Exercise brief: Below is a block of records. Copy every line in it that contains the word "halo".

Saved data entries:
»»

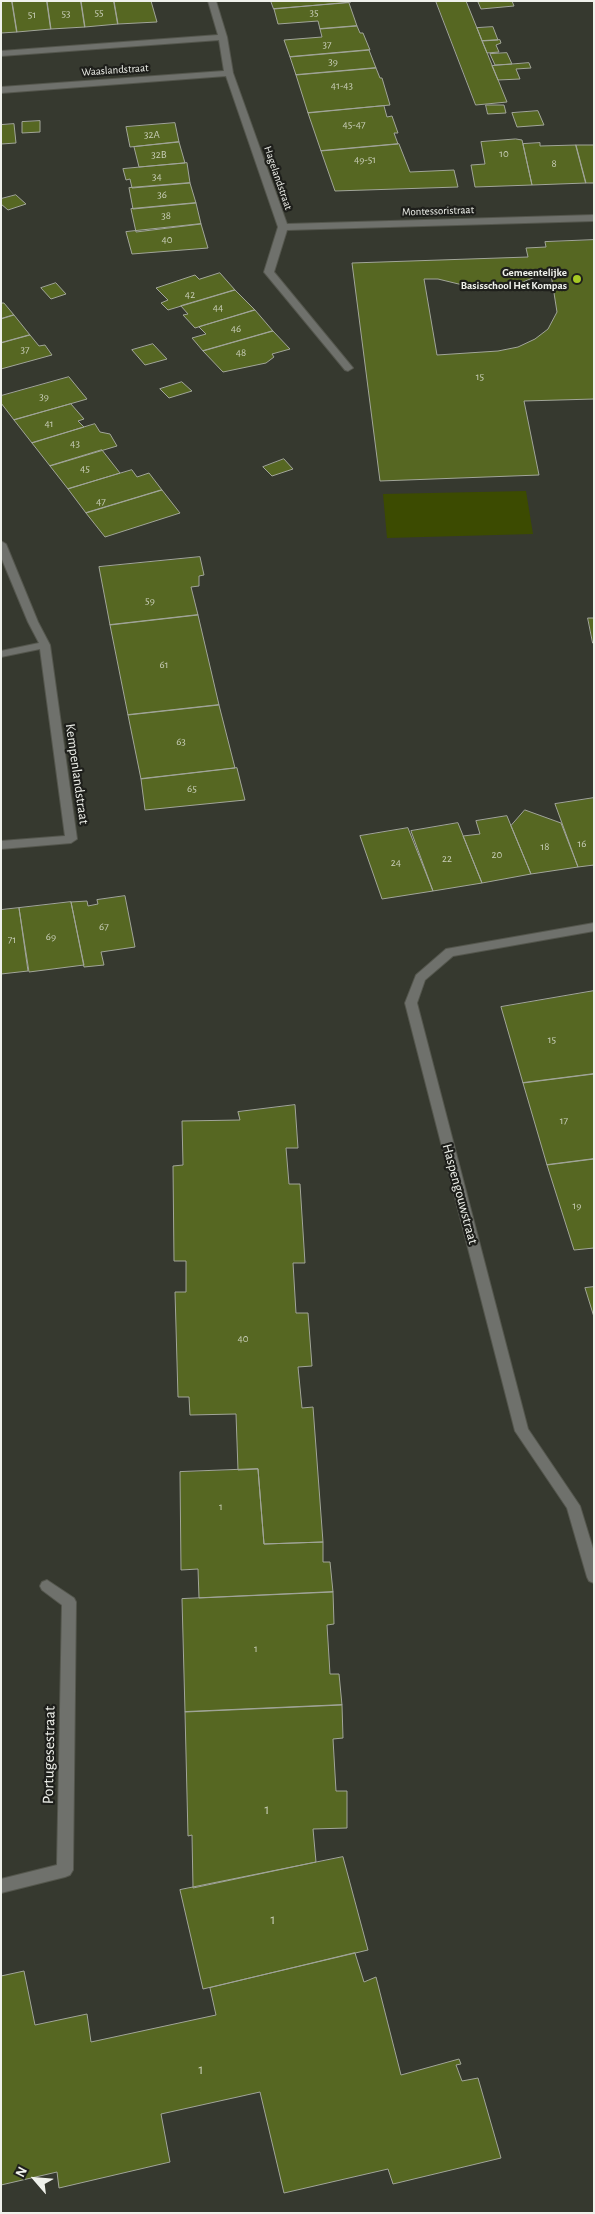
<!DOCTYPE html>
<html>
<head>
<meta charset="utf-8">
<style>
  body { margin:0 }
  #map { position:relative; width:595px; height:2214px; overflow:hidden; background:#36392f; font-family:"Alegreya Sans",sans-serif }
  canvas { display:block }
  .frame { position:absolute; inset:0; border:2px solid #eff1eb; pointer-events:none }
  .north { position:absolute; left:10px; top:2154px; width:50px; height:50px; -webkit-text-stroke:4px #1e1f1b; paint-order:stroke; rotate:297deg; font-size:14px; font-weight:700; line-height:20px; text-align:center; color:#eff1eb }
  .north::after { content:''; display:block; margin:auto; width:18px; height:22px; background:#eff1eb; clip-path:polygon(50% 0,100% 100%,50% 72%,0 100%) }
</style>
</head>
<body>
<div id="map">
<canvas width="595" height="2214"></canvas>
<div class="frame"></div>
<div class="north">N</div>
</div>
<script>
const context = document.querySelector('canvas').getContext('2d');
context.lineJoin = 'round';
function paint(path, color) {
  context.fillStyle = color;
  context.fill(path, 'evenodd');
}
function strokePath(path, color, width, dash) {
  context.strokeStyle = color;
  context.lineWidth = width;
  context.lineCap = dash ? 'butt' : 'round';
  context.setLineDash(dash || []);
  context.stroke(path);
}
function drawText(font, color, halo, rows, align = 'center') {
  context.font = font + ' "Alegreya Sans",sans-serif';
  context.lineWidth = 4.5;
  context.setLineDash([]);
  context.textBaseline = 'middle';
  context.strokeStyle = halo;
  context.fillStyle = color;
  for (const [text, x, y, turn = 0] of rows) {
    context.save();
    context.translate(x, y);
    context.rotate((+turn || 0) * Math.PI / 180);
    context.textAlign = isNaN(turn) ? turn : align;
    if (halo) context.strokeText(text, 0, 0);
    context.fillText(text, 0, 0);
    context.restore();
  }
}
paint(new Path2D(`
  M526,491L533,534L387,538L383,494Z`), '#3c4b01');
const building = new Path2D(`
  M1,1H12L17,32L1,33Z
  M12,1H47L51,29L17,32Z
  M47,1H81L85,27L51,29Z
  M81,1H114L118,24L85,27Z
  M114,1H151L157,22L118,24Z
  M271,1H351V2L274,9Z
  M436,1H466L507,102L476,105Z
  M512,1L514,6L481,9L478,2Z
  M349,3L357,26L320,29L318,21L278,24L274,9Z
  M357,26L360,33H363L370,50L290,57L284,40L322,37L320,29Z
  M493,27L498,40L482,41L477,28Z
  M500,40L501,43L496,45L499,52L487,53L482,41Z
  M369,50L376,68L296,75L290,57Z
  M507,53L512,64L495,65L490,54Z
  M529,63L531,68L516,69L520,79L498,80L492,66Z
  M376,68L380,78H382L390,105L308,113L296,75Z
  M486,105H504L506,113L488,114Z
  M384,106L387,117L392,116L398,133H394L398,144L321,151L308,113Z
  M538,111L544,125L517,127L512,113Z
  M40,121V132L22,133V122Z
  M175,123L179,142L130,147L126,127Z
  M14,124L16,143L1,144V125Z
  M516,139L522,140L532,185L475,187L471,165L485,164L481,142Z
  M179,142L185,163L139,167L134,147Z
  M540,143V146L576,145L586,183L532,185L523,144Z
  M399,144L410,172L454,170L458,187L335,191L321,151Z
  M576,145H594V183H586Z
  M187,163L190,183L132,188L130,179L126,180L123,169Z
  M190,183L196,203L133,209L129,188Z
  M16,195L26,204L8,210L1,204V199Z
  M196,203L201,224L136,232L131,209Z
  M201,224L208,248L132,254L126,232Z
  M594,240V399L524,401L539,475L380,481L352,263L528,257L526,248L546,247L545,242ZM551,274L557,312L548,329L535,339L518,347L498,351L437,355L424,279H438L471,287H495L518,284L540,275Z
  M220,273L235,290L168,310L161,303L168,300L156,288L195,275L199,279Z
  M56,283L66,294L51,299L41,288Z
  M235,290L255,310L195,328L183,315L188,314L181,306Z
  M1,303H4L14,315L1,319Z
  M255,310L273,331L203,351L192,338L206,334L199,327Z
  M14,315L30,335L1,343V319Z
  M273,331L290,349L272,354L274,357L266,363L223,372L203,351Z
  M30,335L39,346L45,345L52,355L1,369V343Z
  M153,344L167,359L145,365L132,350Z
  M69,377L87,399L14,420L1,403V396Z
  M182,382L192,391L169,398L160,389Z
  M71,404L84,419L78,421L84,427L32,443L14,420Z
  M95,424L100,432L110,434L117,446L50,466L32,443Z
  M102,450L120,473L68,489L50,466Z
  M284,459L293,469L272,476L263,467Z
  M132,470L137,477L149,473L162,490L86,513L68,489Z
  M162,490L180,513L105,537L86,513Z
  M200,557L204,575L199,576V586L191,587L198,615L110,625L99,567Z
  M198,615L219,705L128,715L110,625Z
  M588,618H594V643H593Z
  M219,705L235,768L141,779L128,715Z
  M237,768L245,800L145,810L141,779Z
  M594,798V865L578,867L555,804Z
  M525,810L561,823L578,867L531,874L511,826Z
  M507,816L531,874L482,883L463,836L480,834L476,821Z
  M458,823L482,883L433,891L411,831Z
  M408,828L433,891L382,899L360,836Z
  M125,896L135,947L101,952L104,965L84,967L71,902L87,901L88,906L98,904L97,900Z
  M71,902L84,965L29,972L19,908Z
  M19,908L28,971L1,974V910Z
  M594,991V1074L523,1083L501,1007Z
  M594,1074V1159L547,1165L523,1083Z
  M295,1105L298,1148H286L289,1184H300L305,1263H293L296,1313H308L312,1366L298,1367L302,1408L313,1407L323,1542L264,1544L258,1469L238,1470L236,1414L190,1415L189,1397H178L175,1292H186V1261H174L173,1166L183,1165L182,1121L240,1120L238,1112Z
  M594,1159V1248L574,1250L547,1165Z
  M594,1287V1317L585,1288Z
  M258,1469L264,1544L323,1542V1562H330L333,1592L199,1598L198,1569L181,1570L180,1472Z
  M333,1592L334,1624L327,1625L330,1674H339L342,1705L185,1712L182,1599Z
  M342,1705L343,1738L333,1739L336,1791H347V1828L313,1829L316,1862L193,1888L192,1835L188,1836L185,1712Z
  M343,1857L368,1950L203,1989L180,1890Z
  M355,1953L364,1982L376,1977L401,2075L459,2059L461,2064L456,2065L462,2081L478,2078L501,2158L393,2184L388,2169L284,2193L260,2092L161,2114L170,2162L59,2188L57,2172L1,2185V1976L24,1971L35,2025L87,2014L91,2042L216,2015L210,1988Z`);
paint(building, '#566722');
strokePath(building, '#a1a599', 1);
const service = new Path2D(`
  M47,1580L74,1598L76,1602L73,1870L70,1875L65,1877L1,1893V1879L57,1865L62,1605L42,1590L40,1586L42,1582Z`);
const minor = new Path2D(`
  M208,1H216L227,37L233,73L287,224L594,215V221L287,230L274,272L353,368L348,371L345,370L264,272L278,227L226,76L1,93V87L224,71L219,40L1,56V51L218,35Z
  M1,541L6,544L38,622L50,645L77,839L71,843L1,849V841L65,836L40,649L1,657V651L39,643L28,622L1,557Z
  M594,923V931L453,956L425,980L417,1003L528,1429L580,1506L594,1552V1583L589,1581L587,1577L567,1508L515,1431L405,1003L416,975L446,949Z`);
strokePath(service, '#54564d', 2);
strokePath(minor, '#54564d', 2);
paint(service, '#6f716c');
paint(minor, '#6f716c');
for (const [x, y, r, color] of [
  [577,279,5,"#a5c823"]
]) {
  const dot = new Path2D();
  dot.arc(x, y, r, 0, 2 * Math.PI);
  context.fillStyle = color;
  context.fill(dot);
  strokePath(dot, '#1e1f1b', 2);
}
drawText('11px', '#c9ceb9', null, [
  ["55",99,13],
  ["35",314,13],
  ["53",66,14],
  ["51",32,15],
  ["37",327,45],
  ["39",333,62],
  ["41-43",342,86],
  ["45-47",354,125],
  ["32A",152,135],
  ["10",504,154],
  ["32B",159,155],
  ["49-51",365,160],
  ["8",554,164],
  ["34",157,177],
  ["36",162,195],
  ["38",166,216],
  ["40",167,240],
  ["42",190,295],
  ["44",218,308],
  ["46",236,329],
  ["37",25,350],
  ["48",241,353],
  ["15",480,377],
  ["39",44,397],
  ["41",49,424],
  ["43",75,444],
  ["45",85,469],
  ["47",101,502],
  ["59",150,601],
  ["61",164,665],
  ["63",181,742],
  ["65",192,789],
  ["16",582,844],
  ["18",545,847],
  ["20",497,855],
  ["22",447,859],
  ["24",396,863],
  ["67",104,927],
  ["69",51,937],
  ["71",12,940],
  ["15",552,1040],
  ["17",564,1121],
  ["19",577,1206],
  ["40",243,1339],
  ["1",221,1507],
  ["1",256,1649]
]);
drawText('11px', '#eff1eb', '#1e1f1b', [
  ["Waaslandstraat",115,70,-4],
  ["Hagelandstraat",278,178,71],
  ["Montessoristraat",438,211,-2]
]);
drawText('bold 11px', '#eff1eb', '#1e1f1b', [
  ["Gemeentelijke",567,273],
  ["Basisschool Het Kompas",567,286]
], 'right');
drawText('14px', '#eff1eb', '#1e1f1b', [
  ["Kempenlandstraat",77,774,82],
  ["Haspengouwstraat",460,1194,75]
]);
drawText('14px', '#c9ceb9', null, [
  ["1",267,1810],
  ["1",273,1920],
  ["1",201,2070]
]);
drawText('16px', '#eff1eb', '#1e1f1b', [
  ["Portugesestraat",49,1755,-89]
]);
</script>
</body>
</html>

««

Exercise response:
function drawText(font, color, halo, rows, align = 'center') {
  context.strokeStyle = halo;
    if (halo) context.strokeText(text, 0, 0);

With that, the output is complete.